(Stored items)
=== Section Start ===

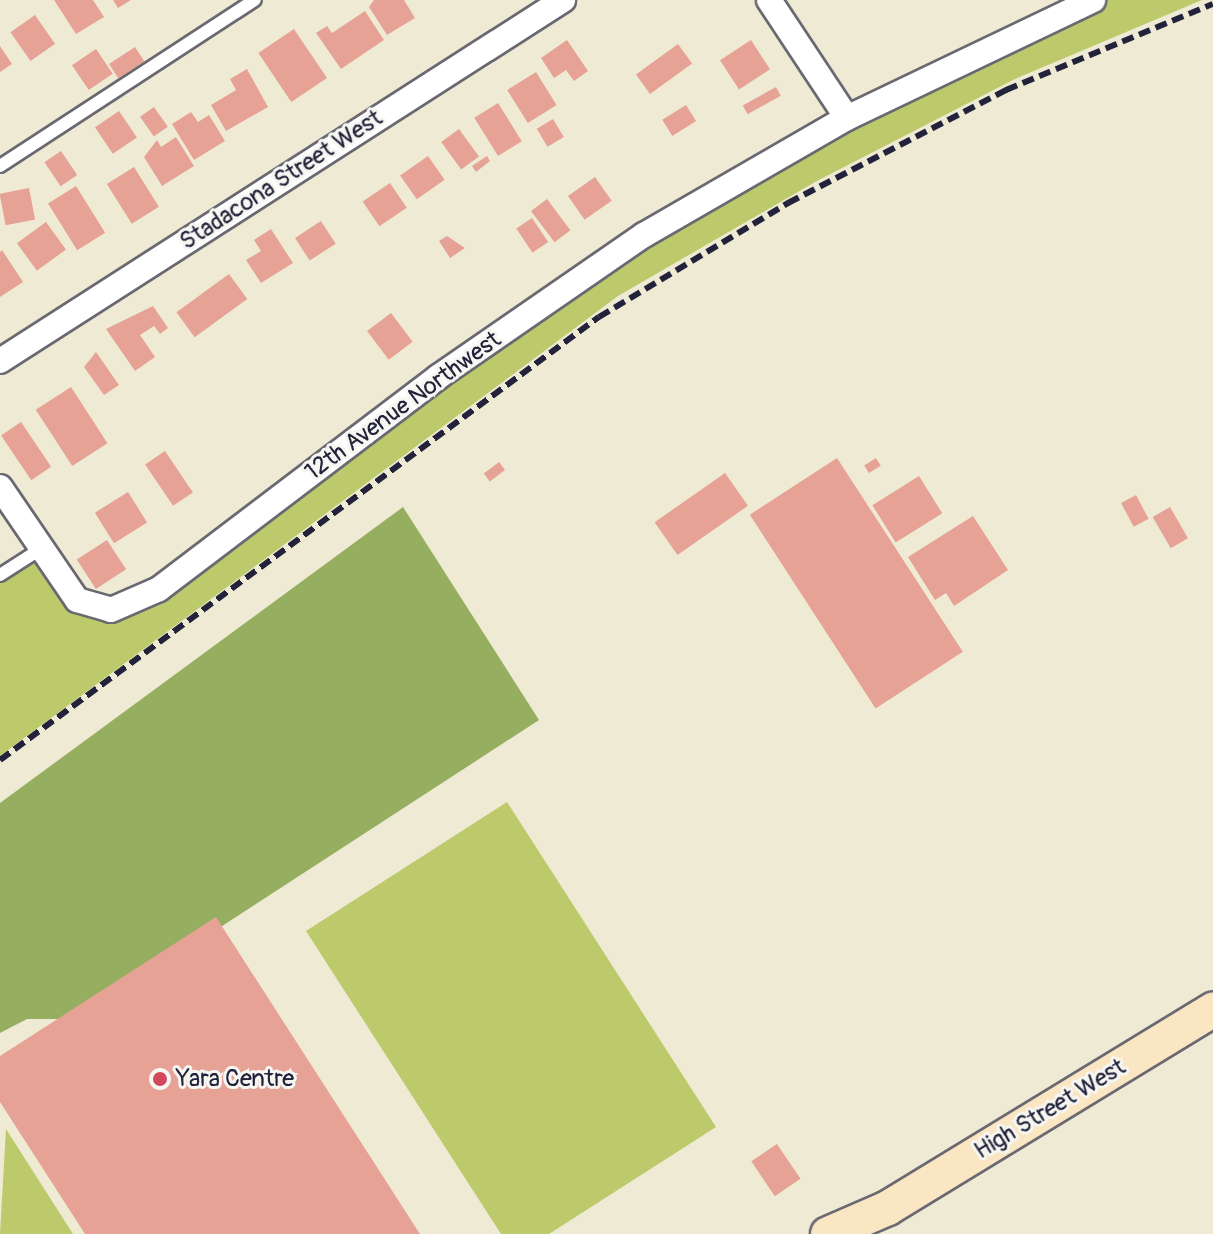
<!DOCTYPE html>
<style>
body{margin:0}
#map{position:relative;width:1213px;height:1234px;overflow:hidden;background:#efead4;font-family:Pangolin,sans-serif}
div>[style]{position:absolute}
.green>*{inset:0;background:#bdca6b}
.forest>*{inset:0;background:#96ae5f}
.building>*{inset:0;background:#e6a395;transform-origin:0 0}
.roads{filter:drop-shadow(2px 0 #6a6871) drop-shadow(-2px 0 #6a6871) drop-shadow(0 2px #6a6871) drop-shadow(0 -2px #6a6871)}
.lane>*{height:12px;margin:-6px;padding:0 6px;transform-origin:6px;border-radius:6px;background:#fff}
.street>*{height:24px;margin:-12px;padding:0 12px;transform-origin:12px;border-radius:12px;background:#fff}
.secondary>*{height:34px;margin:-17px;padding:0 17px;transform-origin:17px;border-radius:17px;background:#fbe6c3}
.rail>*{height:6px;margin-top:-3px;transform-origin:0;background:repeating-linear-gradient(90deg,#22223b 0 12px,transparent 0 18px)}
.dots>*{width:22px;height:22px;translate:-50% -50%;box-sizing:border-box;border:4px solid #f6f6f2;border-radius:50%}
span{translate:-50% -50%;white-space:nowrap;text-align:center;line-height:1.15;-webkit-text-stroke:6px #f6f6f2;paint-order:stroke}
.street-label{font-size:24px;color:#22223b}
.poi-label{font-size:24px;color:#22223b}
.left{translate:0 -50%;text-align:left}
</style>
<div id="map">
<div class="green">
<div style="clip-path:polygon(1093px 0,1202px 0,1015px 79px,815px 182px,618px 296px,0 756px,0 575px,42px 548px,77px 600px,111px 610px,644px 235px)"></div>
<div style="clip-path:polygon(507px 802px,716px 1127px,549px 1234px,501px 1234px,306px 931px)"></div>
<div style="clip-path:polygon(6px 1129px,73px 1234px,0 1234px)"></div>
</div>
<div class="forest">
<div style="clip-path:polygon(403px 507px,539px 720px,216px 930px,62px 1019px,27px 1019px,0 1033px,0 803px)"></div>
</div>
<div class="building">
<div style="clip-path:polygon(54px 0,93px 0,104px 17px,76px 34px)"></div>
<div style="clip-path:polygon(113px 0,131px 0,118px 8px)"></div>
<div style="clip-path:polygon(374px 0,404px 0,415px 18px,387px 35px,369px 7px)"></div>
<div style="clip-path:polygon(365px 11px,384px 40px,341px 69px,316px 33px,327px 26px,332px 33px)"></div>
<div style="left:35px;top:15px;width:35px;height:30px;rotate:55deg"></div>
<div style="left:294px;top:29px;width:59px;height:43px;rotate:56deg"></div>
<div style="clip-path:polygon(567px 40px,588px 71px,574px 81px,566px 70px,554px 78px,541px 58px)"></div>
<div style="left:751px;top:40px;width:35px;height:37px;rotate:57deg"></div>
<div style="left:678px;top:44px;width:24px;height:52px;rotate:54deg"></div>
<div style="clip-path:polygon(0 46px,12px 64px,0 72px)"></div>
<div style="left:135px;top:47px;width:17px;height:31px;rotate:57deg"></div>
<div style="left:96px;top:49px;width:30px;height:29px;rotate:56deg"></div>
<div style="clip-path:polygon(247px 69px,268px 107px,226px 131px,211px 105px,236px 90px,230px 79px)"></div>
<div style="left:536px;top:72px;width:39px;height:34px;rotate:58deg"></div>
<div style="left:776px;top:87px;width:10px;height:38px;rotate:61deg"></div>
<div style="left:498px;top:103px;width:45px;height:28px;rotate:58deg"></div>
<div style="left:686px;top:105px;width:19px;height:28px;rotate:58deg"></div>
<div style="left:154px;top:107px;width:24px;height:17px;rotate:55deg"></div>
<div style="left:119px;top:111px;width:32px;height:29px;rotate:56deg"></div>
<div style="clip-path:polygon(191px 112px,198px 122px,209px 115px,225px 141px,194px 160px,172px 124px)"></div>
<div style="left:553px;top:119px;width:21px;height:19px;rotate:59deg"></div>
<div style="left:459px;top:129px;width:34px;height:22px;rotate:54deg"></div>
<div style="clip-path:polygon(176px 137px,194px 166px,162px 186px,144px 157px,157px 140px,161px 147px)"></div>
<div style="left:61px;top:151px;width:29px;height:20px;rotate:56deg"></div>
<div style="left:428px;top:156px;width:29px;height:34px;rotate:55deg"></div>
<div style="clip-path:polygon(487px 156px,490px 161px,476px 172px,472px 166px)"></div>
<div style="left:134px;top:167px;width:47px;height:32px;rotate:58deg"></div>
<div style="left:595px;top:177px;width:29px;height:33px;rotate:55deg"></div>
<div style="left:390px;top:183px;width:30px;height:33px;rotate:56deg"></div>
<div style="left:76px;top:186px;width:55px;height:33px;rotate:58deg"></div>
<div style="left:29px;top:188px;width:32px;height:30px;rotate:79deg"></div>
<div style="left:547px;top:199px;width:39px;height:20px;rotate:53deg"></div>
<div style="left:532px;top:218px;width:29px;height:19px;rotate:56deg"></div>
<div style="left:321px;top:221px;width:27px;height:31px;rotate:57deg"></div>
<div style="left:46px;top:222px;width:34px;height:36px;rotate:54deg"></div>
<div style="clip-path:polygon(271px 229px,293px 263px,261px 283px,246px 260px,261px 251px,254px 240px)"></div>
<div style="clip-path:polygon(447px 236px,465px 248px,450px 258px,439px 241px)"></div>
<div style="clip-path:polygon(2px 250px,23px 282px,0 297px,0 252px)"></div>
<div style="left:229px;top:274px;width:31px;height:65px;rotate:54deg"></div>
<div style="clip-path:polygon(153px 306px,168px 328px,160px 334px,154px 326px,140px 335px,155px 357px,135px 371px,106px 329px)"></div>
<div style="left:391px;top:313px;width:36px;height:30px;rotate:53deg"></div>
<div style="clip-path:polygon(96px 352px,119px 385px,104px 395px,84px 367px)"></div>
<div style="left:71px;top:387px;width:67px;height:42px;rotate:57deg"></div>
<div style="left:21px;top:422px;width:54px;height:24px;rotate:56deg"></div>
<div style="left:165px;top:451px;width:50px;height:24px;rotate:56deg"></div>
<div style="left:837px;top:458px;width:231px;height:104px;rotate:57deg"></div>
<div style="left:876px;top:458px;width:9px;height:14px;rotate:58deg"></div>
<div style="left:499px;top:462px;width:10px;height:19px;rotate:53deg"></div>
<div style="left:725px;top:473px;width:40px;height:86px;rotate:55deg"></div>
<div style="left:919px;top:476px;width:44px;height:55px;rotate:58deg"></div>
<div style="left:128px;top:492px;width:36px;height:39px;rotate:58deg"></div>
<div style="left:1136px;top:495px;width:27px;height:17px;rotate:62deg"></div>
<div style="left:1170px;top:507px;width:36px;height:20px;rotate:60deg"></div>
<div style="clip-path:polygon(973px 516px,1008px 570px,954px 606px,946px 593px,935px 600px,908px 557px)"></div>
<div style="left:107px;top:540px;width:35px;height:36px;rotate:57deg"></div>
<div style="clip-path:polygon(216px 917px,420px 1234px,85px 1234px,0 1102px,0 1056px)"></div>
<div style="left:777px;top:1144px;width:42px;height:31px;rotate:56deg"></div>
</div>
<div class="roads">
<div class="lane">
<div style="left:0;top:166px;width:304px;rotate:-33.1deg"></div>
<div style="left:0;top:575px;width:50px;rotate:-32.7deg"></div>
</div>
<div class="street">
<div style="left:769px;top:0;width:141px;rotate:56.5deg"></div>
<div style="left:0;top:361px;width:669px;rotate:-32.67deg"></div>
<div style="left:0;top:487px;width:137px;rotate:55.7deg"></div>
<div style="left:77px;top:600px;width:35px;rotate:16deg"></div>
<div style="left:111px;top:610px;width:52px;rotate:-23.6deg"></div>
<div style="left:159px;top:589px;width:350px;rotate:-37.2deg"></div>
<div style="left:438px;top:377px;width:250px;rotate:-34.6deg"></div>
<div style="left:644px;top:235px;width:234px;rotate:-30deg"></div>
<div style="left:847px;top:118px;width:273px;rotate:-25.6deg"></div>
</div>
<div class="secondary">
<div style="left:828px;top:1234px;width:65px;rotate:-23.4deg"></div>
<div style="left:888px;top:1208px;width:381px;rotate:-31.4deg"></div>
</div>
</div>
<div class="rail">
<div style="left:0;top:760px;width:745px;rotate:-36.49deg"></div>
<div style="left:599px;top:317px;width:221px;rotate:-31.1deg"></div>
<div style="left:788px;top:203px;width:246px;rotate:-27.4deg"></div>
<div style="left:1006px;top:90px;width:224px;rotate:-22.6deg"></div>
</div>
<div class="dots">
<div style="left:160px;top:1079px;background:#d1495b"></div>
</div>
<div class="street-label">
<span style="left:281px;top:180px;rotate:-33deg">Stadacona Street West</span>
<span style="left:403px;top:406px;rotate:-36deg">12th Avenue Northwest</span>
<span style="left:1050px;top:1109px;rotate:-31deg">High Street West</span>
</div>
<div class="poi-label">
<span class="left" style="left:176px;top:1079px">Yara Centre</span>
</div>
</div>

=== Section End ===

▸ **WHAT TO DO**
Transcribe exactly, please, the lines between the start of the records above and the line holding "0 #6a6871) drop-shadow(-2px", counting both of those lines and omitting pictures.

▸ **ANSWER BOX**
<!DOCTYPE html>
<style>
body{margin:0}
#map{position:relative;width:1213px;height:1234px;overflow:hidden;background:#efead4;font-family:Pangolin,sans-serif}
div>[style]{position:absolute}
.green>*{inset:0;background:#bdca6b}
.forest>*{inset:0;background:#96ae5f}
.building>*{inset:0;background:#e6a395;transform-origin:0 0}
.roads{filter:drop-shadow(2px 0 #6a6871) drop-shadow(-2px 0 #6a6871) drop-shadow(0 2px #6a6871) drop-shadow(0 -2px #6a6871)}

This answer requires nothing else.